Stored items:
-*-*-

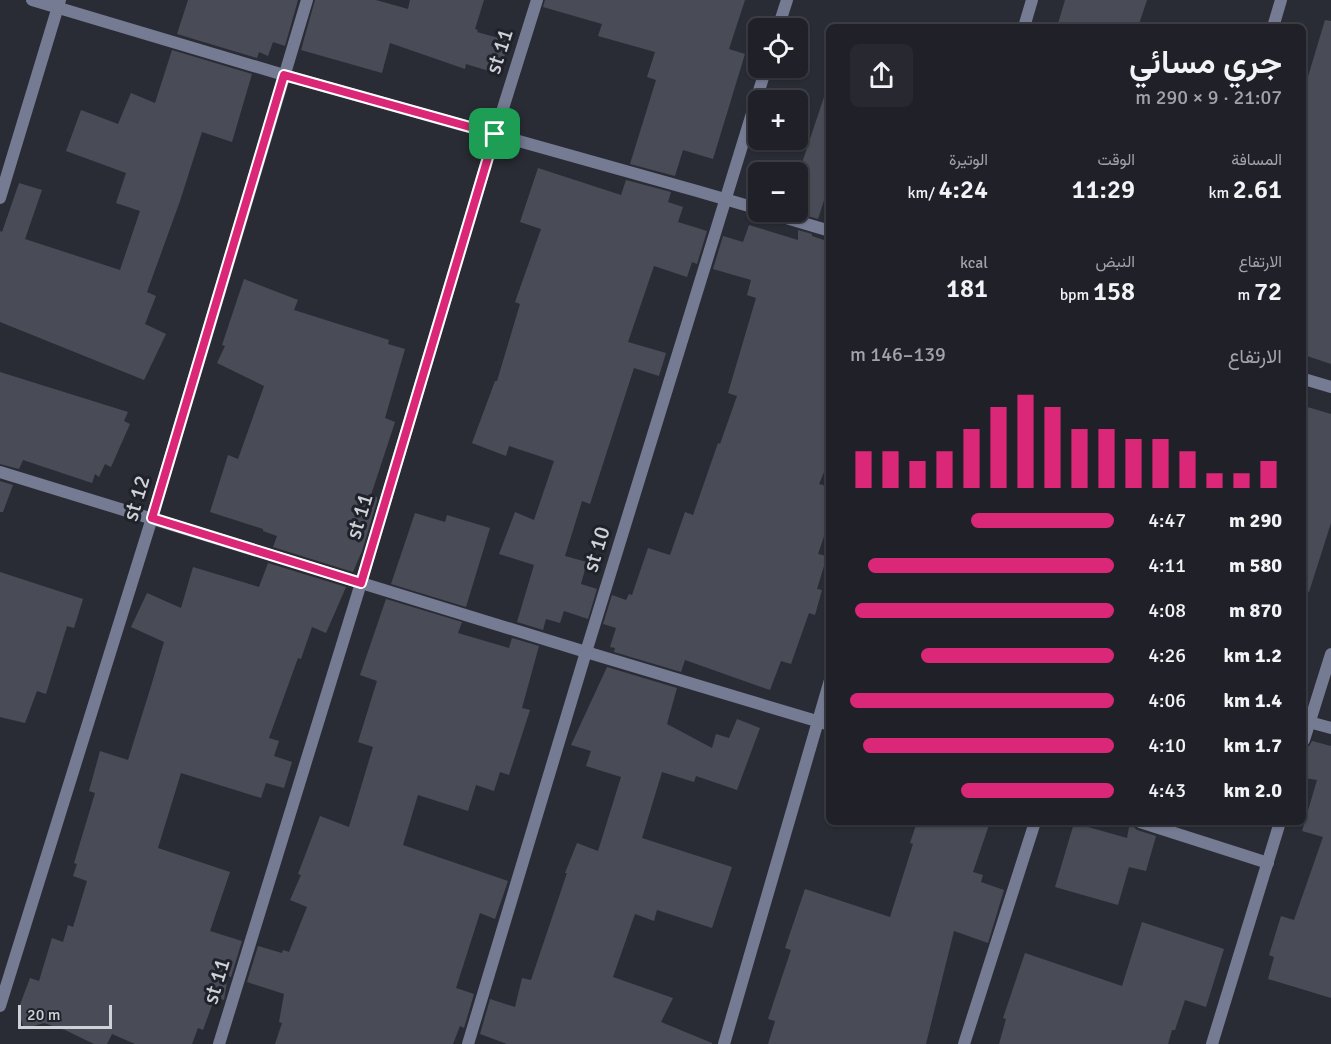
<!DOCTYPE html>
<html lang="ar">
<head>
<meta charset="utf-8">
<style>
  :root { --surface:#202128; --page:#282930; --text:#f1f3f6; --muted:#a2a3a8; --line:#3d3e45; --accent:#db2777 }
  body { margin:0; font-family:Signika,Vazirmatn,sans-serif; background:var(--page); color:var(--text); direction:rtl; height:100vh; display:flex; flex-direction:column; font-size:22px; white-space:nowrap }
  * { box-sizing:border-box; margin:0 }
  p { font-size:20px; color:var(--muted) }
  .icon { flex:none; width:33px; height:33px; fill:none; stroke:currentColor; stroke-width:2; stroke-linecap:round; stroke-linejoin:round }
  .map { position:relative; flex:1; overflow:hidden; direction:ltr }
  .side { position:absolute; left:826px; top:24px; width:480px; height:801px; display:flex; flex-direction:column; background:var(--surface); border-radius:9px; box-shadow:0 2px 4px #0004,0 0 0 2px var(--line); direction:rtl }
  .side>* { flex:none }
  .controls { position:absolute; left:748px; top:18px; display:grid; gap:12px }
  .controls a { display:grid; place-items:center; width:60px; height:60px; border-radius:9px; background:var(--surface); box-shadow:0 2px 4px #0004,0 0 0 2px var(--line); font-size:30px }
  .scale { position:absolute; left:18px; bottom:15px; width:94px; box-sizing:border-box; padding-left:6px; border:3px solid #cfd1d6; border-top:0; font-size:16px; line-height:21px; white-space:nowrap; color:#cfd1d6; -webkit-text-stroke:4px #20222b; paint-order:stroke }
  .pin { position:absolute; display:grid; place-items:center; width:51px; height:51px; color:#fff; margin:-26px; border-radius:12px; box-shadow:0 3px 9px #0006 }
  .round { display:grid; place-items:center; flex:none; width:63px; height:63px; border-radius:9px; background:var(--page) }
  .head { display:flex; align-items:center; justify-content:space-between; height:102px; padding:0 24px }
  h1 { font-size:33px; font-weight:600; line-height:45px }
  .metrics { display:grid; grid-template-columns:repeat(3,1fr); gap:9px; height:102px; padding:6px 24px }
  .metrics div { display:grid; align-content:center }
  .metrics b { font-size:26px; font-weight:600 }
  .metrics small { font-size:16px; font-weight:400 }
  .metrics p { font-size:16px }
  .chart { height:168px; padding:12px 24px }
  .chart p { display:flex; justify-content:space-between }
  .chart svg { width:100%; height:108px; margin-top:6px; stroke:var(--accent); stroke-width:6 }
  ul { padding:0 24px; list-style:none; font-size:20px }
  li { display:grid; grid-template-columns:96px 72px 1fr; align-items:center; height:45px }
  li i { height:15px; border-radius:8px; background:var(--accent) }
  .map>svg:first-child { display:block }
</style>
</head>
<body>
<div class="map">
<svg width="1331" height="1044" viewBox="0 0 1331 1044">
  <rect width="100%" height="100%" fill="#2a2c35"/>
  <g fill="#494c56">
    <polygon points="188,0 298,0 285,46 273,42 268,56 259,52 257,58 177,34"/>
    <polygon points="315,0 376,0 408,9 410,0 484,0 475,29 478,30 477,32 509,41 499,74 466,64 465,69 390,43 382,73 301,50"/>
    <polygon points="545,0 745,0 729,49 745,54 713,159 683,150 675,176 630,164 656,80 647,77 655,52 598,36 602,24 543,7"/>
    <polygon points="1065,0 1147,0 1138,27 1057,27"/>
    <polygon points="1325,20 1331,21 1331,364 1304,355 1304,90"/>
    <polygon points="172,50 252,74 232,142 202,132 180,201 147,292 156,296 145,324 166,334 144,380 0,322 0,231 2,232 19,183 42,190 25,239 120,270 140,211 116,203 126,173 66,151 81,110 118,124 131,93 155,103"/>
    <polygon points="825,94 830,95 830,182 818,219 798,213 798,175"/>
    <polygon points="538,168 621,195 626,180 671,192 668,202 683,207 678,222 707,231 697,264 692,262 687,277 654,266 628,342 666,353 659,376 634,368 590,504 582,501 565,556 587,562 581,584 597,589 588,619 564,611 560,623 546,619 543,630 517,622 534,565 499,554 515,512 534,520 554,461 509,446 506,456 472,443 495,381 497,381 520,304 515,302 541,229 520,222"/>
    <polygon points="749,225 798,240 798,230 812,234 812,236 830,242 830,458 819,484 830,487 830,519 818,554 827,556 817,589 822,590 815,615 809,613 791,664 781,661 770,690 685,660 681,672 614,652 615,648 610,647 616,628 603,624 612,595 626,600 629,594 632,595 648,548 670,555 685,512 693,515 718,443 720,444 737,396 728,393 756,298 747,295 751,280 713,269 723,236 743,242"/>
    <polygon points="244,279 298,300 294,310 389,340 388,344 405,349 385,418 395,422 371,495 377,497 377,501 362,551 353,572 273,547 277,536 263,531 263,529 210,512 228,455 238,459 264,386 217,363 225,346 222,345"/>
    <polygon points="0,372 128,412 124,421 130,424 111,467 105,464 99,477 95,474 92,483 23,460 19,469 0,464"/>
    <polygon points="1304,406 1331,414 1331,523 1309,592 1304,591"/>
    <polygon points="0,481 13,485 3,512 0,512"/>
    <polygon points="415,513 445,522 447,515 490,528 466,607 391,584"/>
    <polygon points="268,563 346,587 326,633 312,627 301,659 298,658 269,738 279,741 274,756 292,762 284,788 266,783 261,798 181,773 158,848 230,872 210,931 242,941 231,977 228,976 224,1000 215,997 203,1030 198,1028 192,1044 135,1044 112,1034 107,1044 94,1044 65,1030 44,1023 24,1029 18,1010 30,978 39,981 52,938 63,942 68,925 73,927 87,881 73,876 77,864 74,863 95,793 89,791 100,751 128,760 152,683 164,642 131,627 147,593 181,608 193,567 259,587"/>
    <polygon points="0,572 83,599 74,628 67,626 46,694 37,691 25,723 0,717"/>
    <polygon points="386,599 462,622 458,633 509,648 512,638 539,646 522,708 530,710 509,775 500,772 494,791 476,785 468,811 418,795 403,845 508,881 495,919 480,913 456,988 474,994 464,1028 460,1026 453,1044 275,1044 282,1023 279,1022 284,994 247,982 258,946 282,953 283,950 289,952 307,907 290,900 301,875 298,874 320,816 349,827 373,747 358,742 377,681 360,675"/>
    <polygon points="607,667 677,688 667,724 712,748 716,734 729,738 737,719 760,728 737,790 696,776 694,782 662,772 642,838 732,867 712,928 657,910 654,921 635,914 613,977 673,998 661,1022 712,1043 712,1044 507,1044 480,1034 490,999 515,1007 522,978 531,980 567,873 565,873 577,843 598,851 621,777 586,766 591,751 571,745"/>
    <polygon points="1312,741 1331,746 1331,998 1268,979 1274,957 1269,955 1281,916 1294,920 1323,837 1302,831 1317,780 1304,778 1304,748 1309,746"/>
    <polygon points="917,822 990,822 973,872 983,875 981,882 1004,890 988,943 954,931 926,1044 768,1044 775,1021 768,1019 791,950 785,948 805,889 890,917 913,844 910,843"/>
    <polygon points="1130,822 1132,822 1134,827 1137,830 1156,836 1146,871 1129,867 1118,905 1055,887 1074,823 1127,838"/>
    <polygon points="1142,922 1224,949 1206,1007 1185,1000 1175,1030 1172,1030 1168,1044 999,1044 1006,1019 1003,1018 1025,953 1122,986"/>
  </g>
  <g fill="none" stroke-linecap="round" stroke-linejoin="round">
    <g stroke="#757b92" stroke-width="12">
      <polyline points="32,0 284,75 697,191 759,209"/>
      <polyline points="1024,27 1032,0"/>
      <polyline points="1273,27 1281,0"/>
      <polyline points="778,28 787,0"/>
      <polyline points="0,198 60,0"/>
      <polyline points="766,212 830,231"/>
      <polyline points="1304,379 1331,387"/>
      <polyline points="0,472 586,652 830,725"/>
      <polyline points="1309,722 1331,728"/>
      <polyline points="1304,740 1331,654"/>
      <polyline points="1140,822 1268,863"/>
      <polyline points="0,1006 152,518 307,0"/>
      <polyline points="219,1044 361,583 495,134 537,0"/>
      <polyline points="468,1044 586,652 766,68"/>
      <polyline points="724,1044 830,680"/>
      <polyline points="964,1044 1035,822"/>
      <polyline points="1212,1044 1280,822"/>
    </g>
  </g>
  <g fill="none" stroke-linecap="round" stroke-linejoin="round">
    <g stroke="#fff" stroke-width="12">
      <polygon id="route" points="284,75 495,134 361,583 152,518"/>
    </g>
    <use href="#route" stroke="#db2777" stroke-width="8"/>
  </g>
  <g text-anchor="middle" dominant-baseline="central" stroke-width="6" stroke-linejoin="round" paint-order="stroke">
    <g font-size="22" fill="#cfd1d6" stroke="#20222b">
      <text transform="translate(499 51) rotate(-72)">st 11</text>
      <text transform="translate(136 498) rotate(-73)">st 12</text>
      <text transform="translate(359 516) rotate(-73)">st 11</text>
      <text transform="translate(596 549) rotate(-73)">st 10</text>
      <text transform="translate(216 981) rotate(-73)">st 11</text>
    </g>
  </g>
</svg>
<div class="controls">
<a><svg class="icon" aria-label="locate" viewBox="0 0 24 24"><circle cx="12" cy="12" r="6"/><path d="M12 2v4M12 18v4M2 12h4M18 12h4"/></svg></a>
<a>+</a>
<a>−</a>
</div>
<div class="scale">20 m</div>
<div class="pin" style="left:495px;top:134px;background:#1e9e55"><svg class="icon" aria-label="arrive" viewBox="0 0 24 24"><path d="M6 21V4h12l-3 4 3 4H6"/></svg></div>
<section class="side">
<div class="head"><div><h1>جري مسائي</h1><p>21:07 · 9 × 290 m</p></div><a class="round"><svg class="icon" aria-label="share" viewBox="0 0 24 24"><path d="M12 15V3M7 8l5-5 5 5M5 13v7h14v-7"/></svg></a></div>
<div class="metrics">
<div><p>المسافة</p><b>2.61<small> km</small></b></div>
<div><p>الوقت</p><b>11:29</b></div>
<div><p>الوتيرة</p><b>4:24<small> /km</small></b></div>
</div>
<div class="metrics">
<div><p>الارتفاع</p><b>72<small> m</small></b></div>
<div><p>النبض</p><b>158<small> bpm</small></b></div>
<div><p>kcal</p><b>181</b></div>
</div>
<div class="chart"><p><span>الارتفاع</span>139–146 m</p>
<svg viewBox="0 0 160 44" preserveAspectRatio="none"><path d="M5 44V29M15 44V29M25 44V33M35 44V29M45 44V20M55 44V11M65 44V6M75 44V11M85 44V20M95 44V20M105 44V24M115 44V24M125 44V29M135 44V38M145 44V38M155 44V33"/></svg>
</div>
<ul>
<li><b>290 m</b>4:47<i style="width:54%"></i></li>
<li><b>580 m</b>4:11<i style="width:93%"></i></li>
<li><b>870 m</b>4:08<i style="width:98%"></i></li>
<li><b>1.2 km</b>4:26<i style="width:73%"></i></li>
<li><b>1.4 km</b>4:06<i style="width:100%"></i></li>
<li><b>1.7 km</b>4:10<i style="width:95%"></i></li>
<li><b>2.0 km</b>4:43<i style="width:58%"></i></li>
</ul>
</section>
</div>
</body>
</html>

-*-*-

**What you have to do**
From the first line above down to the line with "--surface:#202128; --page:#282930; --text:#f1f3f6;", reproduce every line and no others, omitting pictures.

**Answer for this exercise**
<!DOCTYPE html>
<html lang="ar">
<head>
<meta charset="utf-8">
<style>
  :root { --surface:#202128; --page:#282930; --text:#f1f3f6; --muted:#a2a3a8; --line:#3d3e45; --accent:#db2777 }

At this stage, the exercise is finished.